[Stored data]
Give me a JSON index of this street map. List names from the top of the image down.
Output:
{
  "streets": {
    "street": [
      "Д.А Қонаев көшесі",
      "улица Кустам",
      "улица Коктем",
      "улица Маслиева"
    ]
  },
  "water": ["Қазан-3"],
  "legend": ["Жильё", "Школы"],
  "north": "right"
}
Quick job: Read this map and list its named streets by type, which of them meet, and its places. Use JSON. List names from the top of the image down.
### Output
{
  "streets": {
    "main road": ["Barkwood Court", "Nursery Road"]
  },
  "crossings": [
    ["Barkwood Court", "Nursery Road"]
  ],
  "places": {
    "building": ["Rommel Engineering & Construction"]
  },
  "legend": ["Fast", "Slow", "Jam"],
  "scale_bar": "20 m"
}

...

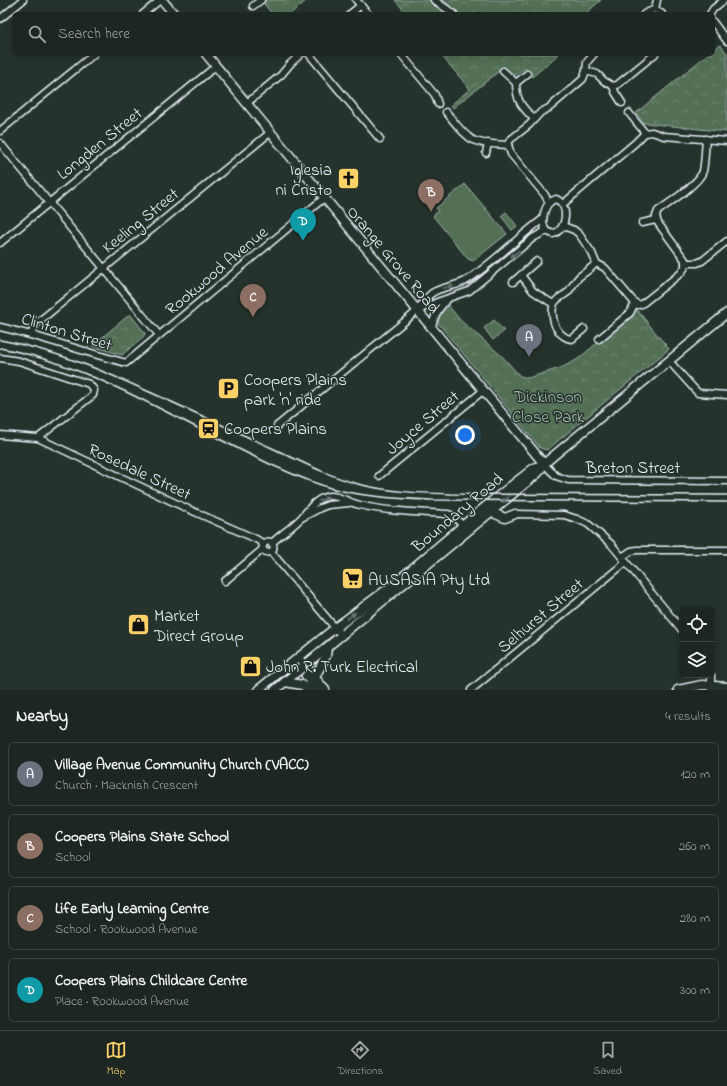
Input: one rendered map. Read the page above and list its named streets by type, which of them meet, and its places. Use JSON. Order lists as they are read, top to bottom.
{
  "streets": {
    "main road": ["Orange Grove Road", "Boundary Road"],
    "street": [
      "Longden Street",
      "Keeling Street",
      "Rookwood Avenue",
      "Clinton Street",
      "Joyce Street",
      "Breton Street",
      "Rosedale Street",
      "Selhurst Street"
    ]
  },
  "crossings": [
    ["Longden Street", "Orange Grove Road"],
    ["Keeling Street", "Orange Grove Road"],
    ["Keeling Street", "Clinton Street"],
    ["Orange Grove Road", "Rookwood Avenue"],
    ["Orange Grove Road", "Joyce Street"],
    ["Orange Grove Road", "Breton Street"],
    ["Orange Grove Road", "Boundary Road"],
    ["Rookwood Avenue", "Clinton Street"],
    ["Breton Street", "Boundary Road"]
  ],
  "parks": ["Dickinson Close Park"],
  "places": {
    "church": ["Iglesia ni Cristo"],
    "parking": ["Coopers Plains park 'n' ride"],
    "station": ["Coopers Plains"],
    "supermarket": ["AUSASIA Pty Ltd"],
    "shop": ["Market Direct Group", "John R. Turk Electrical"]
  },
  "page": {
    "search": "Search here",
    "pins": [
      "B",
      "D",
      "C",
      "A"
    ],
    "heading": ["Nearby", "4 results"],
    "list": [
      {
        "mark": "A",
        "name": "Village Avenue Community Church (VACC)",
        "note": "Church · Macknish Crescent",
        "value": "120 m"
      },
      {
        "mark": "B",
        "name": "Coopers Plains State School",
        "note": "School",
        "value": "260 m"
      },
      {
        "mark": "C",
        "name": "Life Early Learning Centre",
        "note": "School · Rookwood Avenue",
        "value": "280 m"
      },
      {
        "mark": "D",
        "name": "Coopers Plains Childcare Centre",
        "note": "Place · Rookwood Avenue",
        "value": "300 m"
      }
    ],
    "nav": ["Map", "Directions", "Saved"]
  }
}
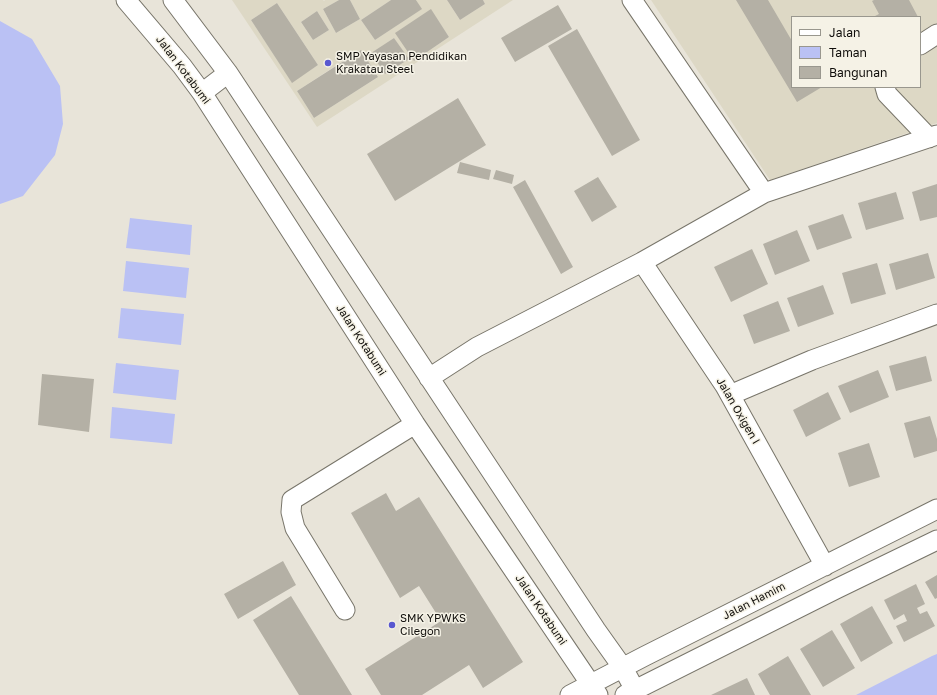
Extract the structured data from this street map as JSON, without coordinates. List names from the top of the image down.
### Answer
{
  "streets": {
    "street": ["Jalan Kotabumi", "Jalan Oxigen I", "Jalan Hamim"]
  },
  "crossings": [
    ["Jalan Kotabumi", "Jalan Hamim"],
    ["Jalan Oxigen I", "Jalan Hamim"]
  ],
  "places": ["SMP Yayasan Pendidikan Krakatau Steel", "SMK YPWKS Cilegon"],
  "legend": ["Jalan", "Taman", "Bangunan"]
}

(WORK TO BE COMPLETED): Copy the lines above exactly, beginning at the line that has "Give me a JSON" and stopping after the line that has "Quick job: Read", and omit the rest.

(WRITTEN SOLUTION):
Give me a JSON index of this street map. List names from the top of the image down.
Output:
{
  "streets": {
    "street": [
      "Д.А Қонаев көшесі",
      "улица Кустам",
      "улица Коктем",
      "улица Маслиева"
    ]
  },
  "water": ["Қазан-3"],
  "legend": ["Жильё", "Школы"],
  "north": "right"
}
Quick job: Read this map and list its named streets by type, which of them meet, and its places. Use JSON. List names from the top of the image down.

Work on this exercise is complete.